Utahime Kafe e Yōkoso!
- Written by: Earth Star Entertainment
- Illustrated by: Takayomi
- Published by: Earth Star Entertainment
- Imprint: Earth Star Comics
- Magazine: Comic Earth Star
- Original run: June 19, 2025 – present
- Volumes: 1

= Utahime Dream =

Japanese media franchise

Utahime Dream (ウタヒメドリーム, Utahime Dorīmu) is a Japanese idol-themed mixed-media project created by Earth Star Entertainment that began in June 2023, consisting of various songs (both originals and covers), singles and events. A manga series with art by Hiyoriri has been serialized online via Earth Star Entertainment's Comic Earth Star website since February 2025. An anime television series has been announced.

==Characters==
- Ibuki Yumesaki (夢咲いぶき, Yumesaki Ibuki)

- Maika Sakuragi (桜木舞華, Sakuragi Maika)

- Kiyomi Mashiro (真白清美, Mashiro Kiyomi)

- HiREN

- Hikari Mizutsuki (水月ひかり, Mizutsuki Hikari)
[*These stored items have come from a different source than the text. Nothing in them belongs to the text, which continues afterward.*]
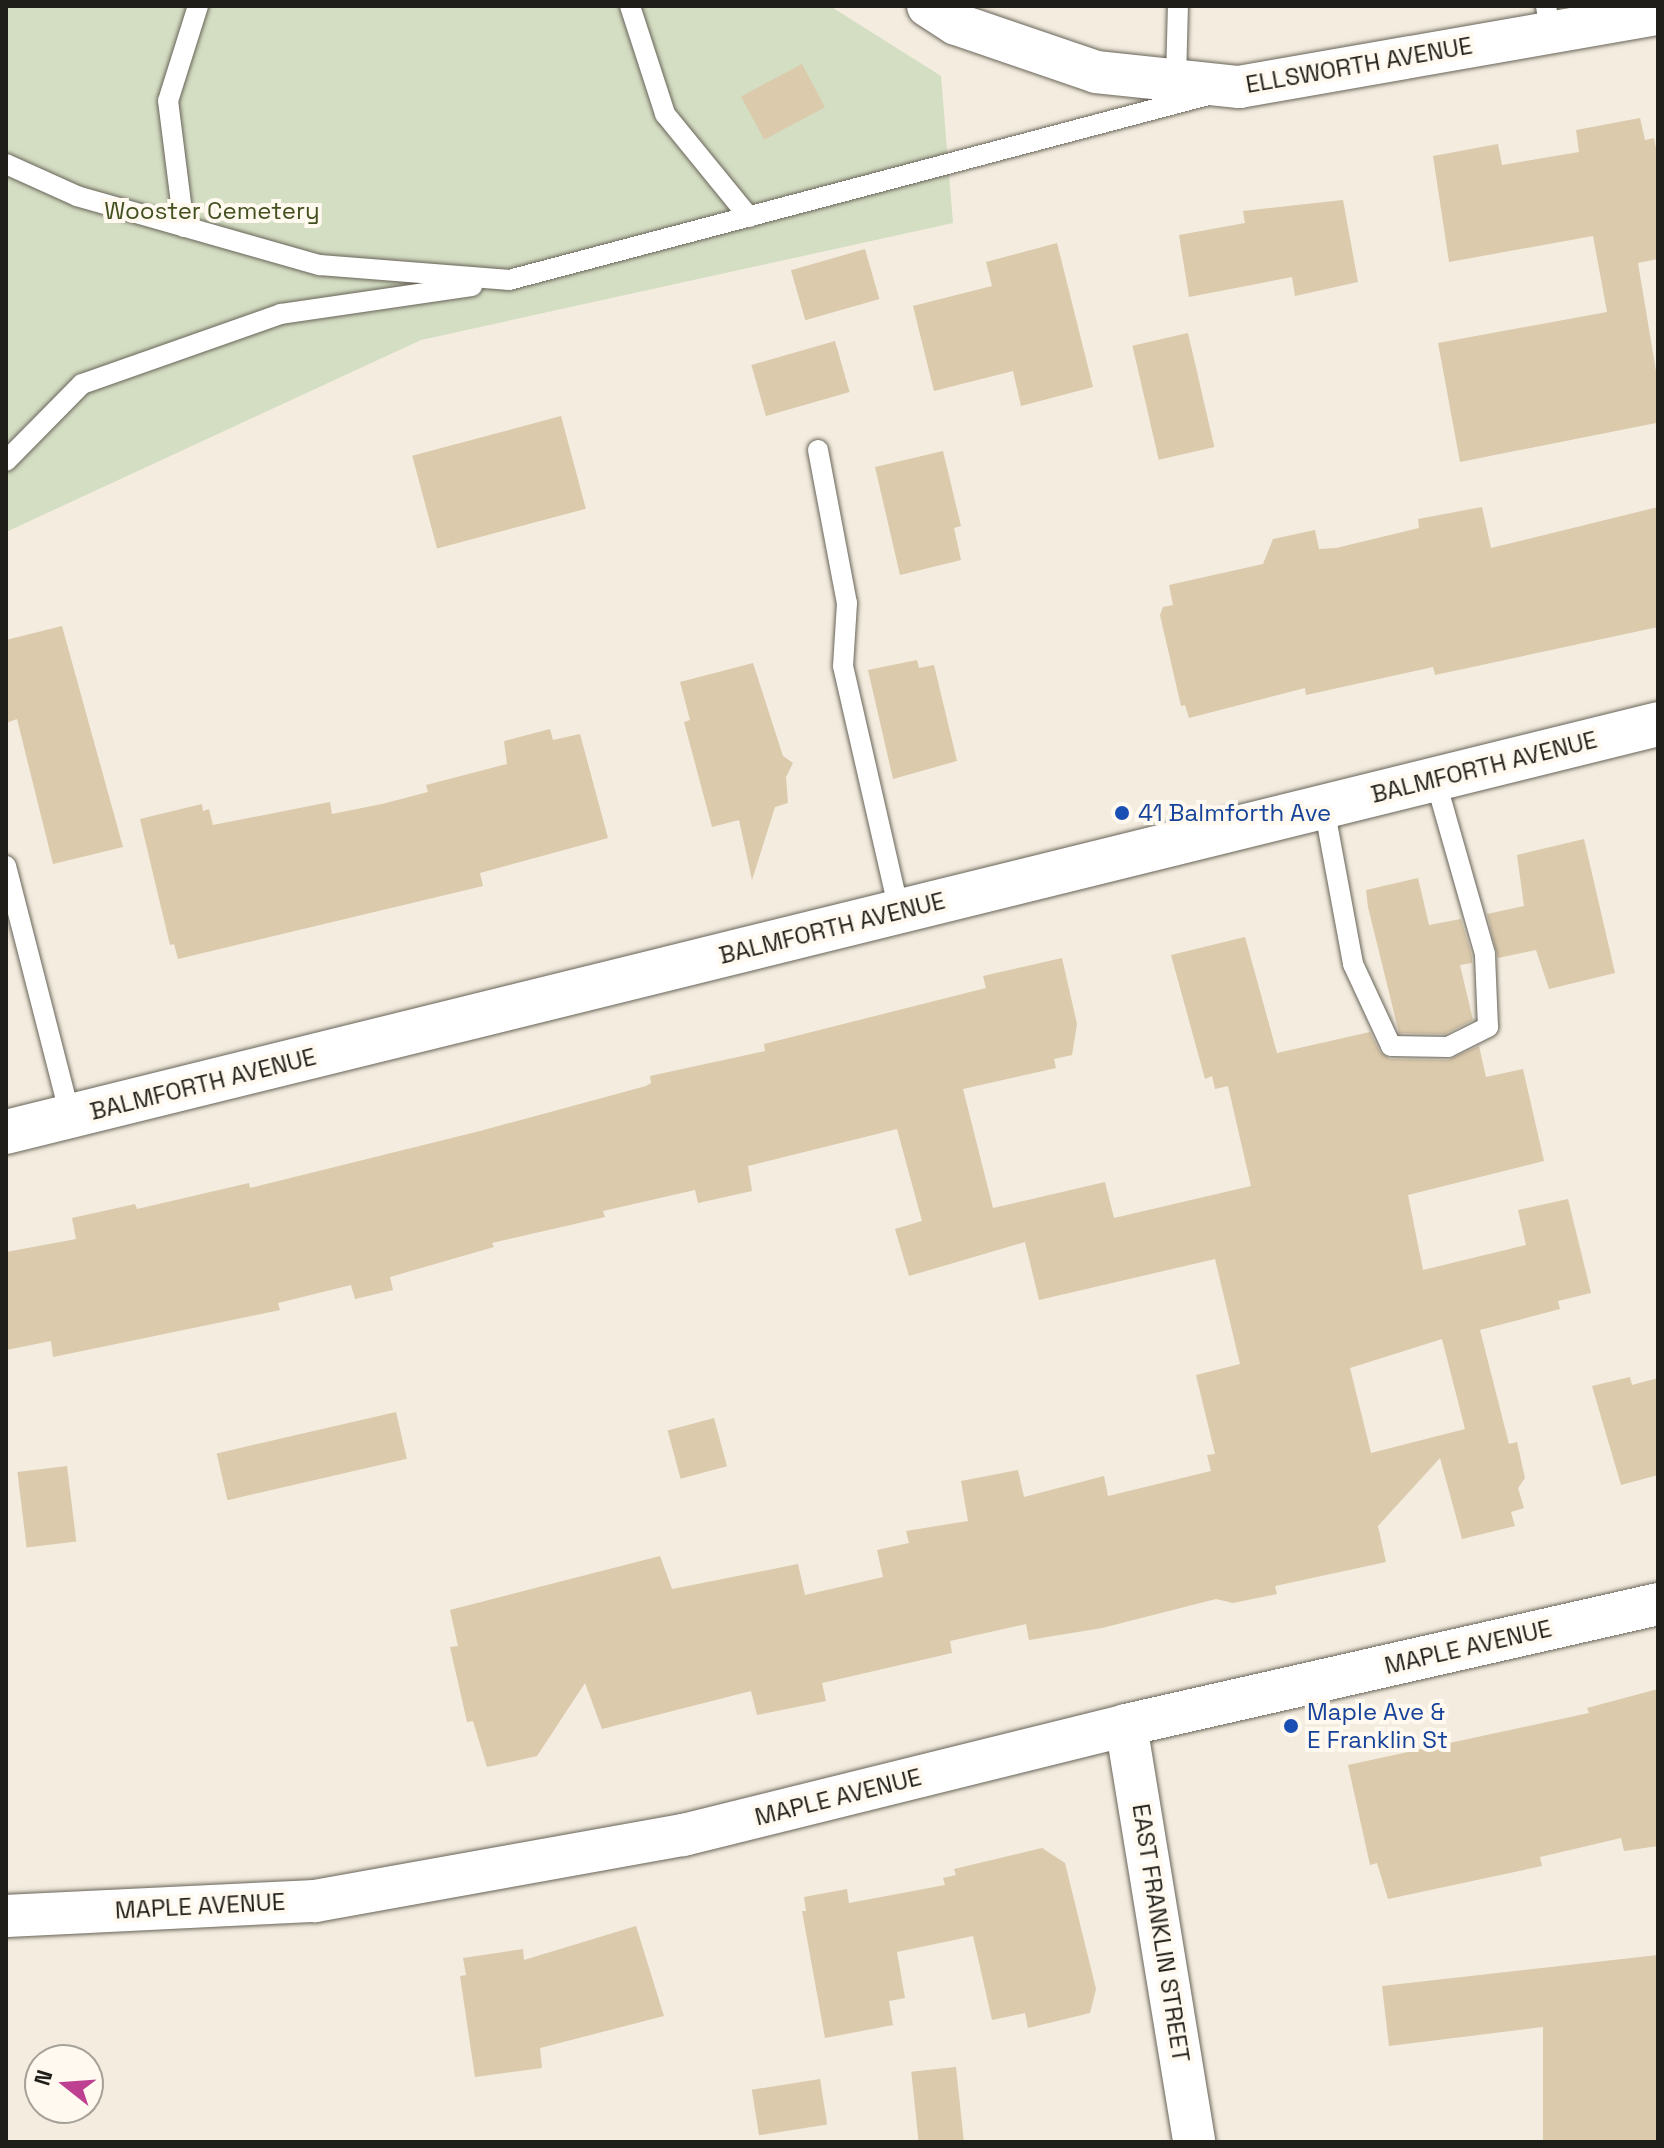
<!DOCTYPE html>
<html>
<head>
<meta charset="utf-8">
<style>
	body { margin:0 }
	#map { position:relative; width:1664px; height:2148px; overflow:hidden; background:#f3ecdf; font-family:"Space Grotesk",sans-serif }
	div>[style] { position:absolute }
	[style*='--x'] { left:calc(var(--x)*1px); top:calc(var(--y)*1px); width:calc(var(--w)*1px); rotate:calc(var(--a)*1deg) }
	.green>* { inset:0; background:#d4dec3 }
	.building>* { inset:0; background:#dbcaac; transform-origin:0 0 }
	.roads { filter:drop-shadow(0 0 2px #696459) drop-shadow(0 0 2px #696459) }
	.service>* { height:20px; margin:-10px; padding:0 10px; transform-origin:10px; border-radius:10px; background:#fff }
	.minor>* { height:42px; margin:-21px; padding:0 21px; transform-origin:21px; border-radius:21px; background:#fff }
	.tertiary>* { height:44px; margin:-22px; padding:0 22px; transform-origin:22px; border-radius:22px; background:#fff }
	.dots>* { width:22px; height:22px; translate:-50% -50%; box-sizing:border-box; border:4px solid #fff9ef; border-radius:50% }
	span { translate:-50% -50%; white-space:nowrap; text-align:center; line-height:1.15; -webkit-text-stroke:8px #fff9ef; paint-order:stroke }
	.street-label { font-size:24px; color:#201e19 }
	.park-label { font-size:24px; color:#42501f }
	.transit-label { font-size:24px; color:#164399 }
	.left { translate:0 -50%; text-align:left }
	.frame { position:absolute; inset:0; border:8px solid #201e19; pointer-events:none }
	.north { position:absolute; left:24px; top:2044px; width:80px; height:80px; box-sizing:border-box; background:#fff9ef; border:2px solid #a6a199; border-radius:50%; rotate:287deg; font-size:22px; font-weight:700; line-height:32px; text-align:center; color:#201e19 }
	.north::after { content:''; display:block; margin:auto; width:28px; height:36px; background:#be4191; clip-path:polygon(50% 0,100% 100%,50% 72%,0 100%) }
</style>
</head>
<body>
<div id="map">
	<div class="green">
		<div style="clip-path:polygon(6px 6px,830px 6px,941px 76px,953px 223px,421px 340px,6px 532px)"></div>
	</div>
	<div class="building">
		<div style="left:802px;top:64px;width:49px;height:69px;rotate:62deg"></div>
		<div style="clip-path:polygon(1640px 118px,1645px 140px,1654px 138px,1658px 159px,1658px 259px,1638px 263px,1658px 383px,1656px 423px,1460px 462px,1438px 343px,1607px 312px,1593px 236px,1449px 262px,1433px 156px,1498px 144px,1502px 165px,1579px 152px,1576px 130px)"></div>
		<div style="clip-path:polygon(1343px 200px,1358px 282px,1295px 296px,1292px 277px,1189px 297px,1179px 235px,1245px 223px,1243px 211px)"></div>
		<div style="clip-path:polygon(1057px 243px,1093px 387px,1021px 406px,1013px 371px,934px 391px,913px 306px,992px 286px,986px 262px)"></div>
		<div style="left:865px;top:249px;width:52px;height:77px;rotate:74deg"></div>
		<div style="left:1188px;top:333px;width:117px;height:57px;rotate:77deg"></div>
		<div style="left:835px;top:341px;width:53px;height:87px;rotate:74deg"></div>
		<div style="left:561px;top:416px;width:96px;height:154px;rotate:75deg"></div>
		<div style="clip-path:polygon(943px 451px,961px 526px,954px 528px,961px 560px,900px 575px,875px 467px)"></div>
		<div style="clip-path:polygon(1482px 507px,1491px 548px,1658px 507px,1658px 627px,1435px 675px,1433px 667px,1306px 695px,1305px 688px,1189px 718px,1185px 705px,1181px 706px,1160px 615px,1163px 607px,1173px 605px,1169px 585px,1263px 564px,1273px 539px,1315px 530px,1319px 549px,1336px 548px,1419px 528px,1418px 519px)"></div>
		<div style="clip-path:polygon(62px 626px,123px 847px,53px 864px,17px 719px,6px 723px,6px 640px)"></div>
		<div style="clip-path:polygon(917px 660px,919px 668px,934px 665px,957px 761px,893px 779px,868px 670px)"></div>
		<div style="clip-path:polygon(753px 663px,783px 756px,793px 763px,786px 777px,788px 803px,775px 807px,752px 880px,739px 820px,712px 827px,684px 722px,690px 720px,680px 682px)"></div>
		<div style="clip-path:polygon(550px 729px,553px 740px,580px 734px,608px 838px,480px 873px,483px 886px,178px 959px,174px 944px,170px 945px,140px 819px,202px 804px,203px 811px,209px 809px,213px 825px,330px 802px,332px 814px,382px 804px,428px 792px,426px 785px,507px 764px,504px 741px)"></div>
		<div style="clip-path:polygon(1584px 839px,1615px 973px,1549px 989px,1536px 950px,1498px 958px,1487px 914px,1524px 906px,1517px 855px)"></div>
		<div style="clip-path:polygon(1418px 878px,1429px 925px,1461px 919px,1472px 956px,1472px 963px,1460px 965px,1473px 1020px,1445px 1034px,1399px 1033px,1368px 907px,1366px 890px)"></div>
		<div style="clip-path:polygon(evenodd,1245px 937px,1277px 1053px,1370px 1032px,1380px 1052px,1390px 1059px,1448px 1060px,1479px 1046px,1486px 1077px,1523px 1069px,1544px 1161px,1408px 1195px,1423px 1270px,1526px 1245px,1518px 1210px,1568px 1199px,1591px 1293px,1558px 1301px,1560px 1309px,1480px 1330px,1509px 1444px,1517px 1442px,1525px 1478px,1518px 1488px,1524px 1508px,1511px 1512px,1515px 1526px,1462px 1539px,1440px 1458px,1378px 1526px,1386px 1562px,1275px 1586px,1277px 1594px,1233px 1603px,1216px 1599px,1102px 1628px,1029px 1640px,1026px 1624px,950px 1641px,952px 1653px,822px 1683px,826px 1701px,757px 1715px,751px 1691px,602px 1729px,585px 1683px,537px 1756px,487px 1767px,473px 1721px,467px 1722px,450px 1647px,458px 1646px,450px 1610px,660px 1556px,672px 1589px,798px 1564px,805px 1595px,883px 1577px,877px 1550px,909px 1543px,906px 1531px,968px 1521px,961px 1481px,1018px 1470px,1024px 1497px,1104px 1476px,1108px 1496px,1211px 1471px,1207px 1455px,1215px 1454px,1196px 1375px,1240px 1364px,1215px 1259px,1039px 1300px,1025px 1242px,909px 1276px,895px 1229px,922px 1221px,897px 1129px,748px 1166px,752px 1191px,698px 1203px,695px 1190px,603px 1211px,605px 1217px,492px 1243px,494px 1247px,390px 1277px,393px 1290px,355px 1299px,351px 1285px,278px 1303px,280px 1310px,53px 1357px,51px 1341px,6px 1350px,6px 1252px,76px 1239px,72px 1218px,135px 1204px,137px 1209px,249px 1183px,250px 1188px,480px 1131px,646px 1086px,651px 1083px,650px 1076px,765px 1051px,764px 1044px,986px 988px,983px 976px,1062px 958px,1077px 1024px,1072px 1055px,1054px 1059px,1056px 1068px,963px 1089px,993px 1208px,1105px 1182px,1114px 1218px,1251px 1186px,1228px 1086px,1215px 1089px,1212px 1076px,1205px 1079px,1171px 955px,1245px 937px,1442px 1339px,1465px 1429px,1371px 1453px,1350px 1368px,1442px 1339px)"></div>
		<div style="clip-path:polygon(1630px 1377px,1632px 1385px,1658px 1378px,1658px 1475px,1621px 1485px,1592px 1386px)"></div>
		<div style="left:396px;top:1412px;width:48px;height:184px;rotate:77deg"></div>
		<div style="left:714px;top:1418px;width:50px;height:48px;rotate:75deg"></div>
		<div style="left:67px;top:1466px;width:76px;height:50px;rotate:83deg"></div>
		<div style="clip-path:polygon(1658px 1689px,1658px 1846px,1624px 1851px,1621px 1838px,1540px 1857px,1542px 1866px,1388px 1899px,1377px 1863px,1370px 1865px,1348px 1765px,1589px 1713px,1587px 1708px)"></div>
		<div style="clip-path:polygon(1042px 1848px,1065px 1863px,1096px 1989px,1090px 2013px,1028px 2028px,1025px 2013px,992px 2020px,973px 1936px,897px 1952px,905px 1998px,889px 2001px,893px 2025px,825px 2038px,802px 1911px,806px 1911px,804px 1897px,847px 1889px,849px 1903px,945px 1885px,943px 1878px,956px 1875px,954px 1869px)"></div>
		<div style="clip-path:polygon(636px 1926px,664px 2016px,540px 2048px,542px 2068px,475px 2077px,460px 1976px,466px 1975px,463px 1958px,523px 1949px,524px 1960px)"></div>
		<div style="clip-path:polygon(1658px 1955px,1658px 2142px,1543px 2142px,1543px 2027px,1389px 2046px,1382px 1986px)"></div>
		<div style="left:956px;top:2067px;width:75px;height:45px;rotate:84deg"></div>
		<div style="left:820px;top:2079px;width:46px;height:69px;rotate:81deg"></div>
	</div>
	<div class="roads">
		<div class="service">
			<div style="--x:630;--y:6;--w:114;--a:72"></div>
			<div style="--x:665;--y:114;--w:133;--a:50.8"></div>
			<div style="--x:1546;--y:6;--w:26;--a:81"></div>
			<div style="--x:1176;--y:80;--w:74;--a:-88.5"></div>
			<div style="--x:6;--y:164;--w:78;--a:24.3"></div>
			<div style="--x:77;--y:196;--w:253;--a:15.9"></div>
			<div style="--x:320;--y:265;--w:190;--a:4.5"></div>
			<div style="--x:509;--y:280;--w:723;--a:-14.82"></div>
			<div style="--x:184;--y:227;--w:127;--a:-97.2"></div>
			<div style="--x:168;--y:101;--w:100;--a:-72.5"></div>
			<div style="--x:818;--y:450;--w:156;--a:79.3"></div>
			<div style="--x:847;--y:603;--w:63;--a:93.6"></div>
			<div style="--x:843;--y:666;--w:251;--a:77.1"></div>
			<div style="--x:6;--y:461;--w:108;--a:-45.4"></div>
			<div style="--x:82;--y:384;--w:211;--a:-19.4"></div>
			<div style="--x:281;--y:314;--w:193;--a:-8.3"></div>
			<div style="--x:1324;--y:807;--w:160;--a:79.5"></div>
			<div style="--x:1353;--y:964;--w:90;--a:65.1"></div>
			<div style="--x:1391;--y:1046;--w:57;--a:1"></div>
			<div style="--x:1448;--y:1047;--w:45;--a:-26.6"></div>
			<div style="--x:1488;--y:1027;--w:73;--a:-92.4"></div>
			<div style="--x:1485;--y:954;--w:182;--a:-105.9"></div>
			<div style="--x:6;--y:866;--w:258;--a:75.6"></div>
		</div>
		<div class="minor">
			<div style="--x:928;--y:6;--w:33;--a:33"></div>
			<div style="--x:956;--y:24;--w:148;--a:18.9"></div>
			<div style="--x:1096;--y:72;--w:144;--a:6"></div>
			<div style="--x:1239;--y:87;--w:425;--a:-9.9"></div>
			<div style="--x:1126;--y:1725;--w:423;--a:80.7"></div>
			<div style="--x:6;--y:1916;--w:309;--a:-2.8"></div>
			<div style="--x:315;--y:1901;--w:374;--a:-10.2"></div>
			<div style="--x:683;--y:1835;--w:456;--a:-13.9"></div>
			<div style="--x:1126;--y:1725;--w:546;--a:-12.81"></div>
		</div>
		<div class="tertiary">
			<div style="--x:6;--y:1132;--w:1702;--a:-13.87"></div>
		</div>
	</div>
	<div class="dots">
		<div style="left:1122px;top:813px;background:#1a4fb4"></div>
		<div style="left:1291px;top:1726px;background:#1a4fb4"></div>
	</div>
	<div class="street-label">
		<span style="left:1359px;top:65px;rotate:-10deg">ELLSWORTH AVENUE</span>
		<span style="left:1484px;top:767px;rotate:-14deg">BALMFORTH AVENUE</span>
		<span style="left:832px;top:928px;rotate:-14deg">BALMFORTH AVENUE</span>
		<span style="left:203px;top:1084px;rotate:-14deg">BALMFORTH AVENUE</span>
		<span style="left:1468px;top:1647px;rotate:-13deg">MAPLE AVENUE</span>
		<span style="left:838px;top:1797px;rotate:-14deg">MAPLE AVENUE</span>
		<span style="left:200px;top:1906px;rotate:-3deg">MAPLE AVENUE</span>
		<span style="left:1161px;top:1933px;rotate:81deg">EAST FRANKLIN STREET</span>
	</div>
	<div class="park-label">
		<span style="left:212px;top:211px">Wooster Cemetery</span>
	</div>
	<div class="transit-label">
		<span class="left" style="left:1138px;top:813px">41 Balmforth Ave</span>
		<span class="left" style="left:1307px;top:1726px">Maple Ave &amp;<br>E Franklin St</span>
	</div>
	<div class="frame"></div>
	<div class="north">N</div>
</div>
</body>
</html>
- Rin Takagi (高木凛, Takagi Rin)

- Himawari Hagiwara (萩原ひまわり, Hagiwara Himawari)

- Sakurako

==Other media==
===Manga===
A manga series illustrated by Hiyoriri began serialization on Earth Star Entertainment's Comic Earth Star manga service on February 13, 2025. The manga's chapters have been compiled into two tankōbon volumes as of July 2026.

A four-panel spin-off manga series illustrated by Takayomi, titled Utahime Kafe e Yōkoso! (ウタヒメカフェへようこそ！), began serialization on the same service on June 19, 2025. The manga's chapters have been compiled into a single tankōbon volume as of July 2026.

====Volumes====

| No. | Release date | ISBN |
|---|---|---|
| 1 | October 10, 2025 | 978-4-8030-2188-2 |
| 2 | July 10, 2026 | 978-4-8030-2330-5 |

====Utahime Kafe e Yōkoso!====

| No. | Release date | ISBN |
|---|---|---|
| 1 | July 10, 2026 | 978-4-8030-2329-9 |

===Anime===
An anime television series was announced during an event for the project on February 24, 2025.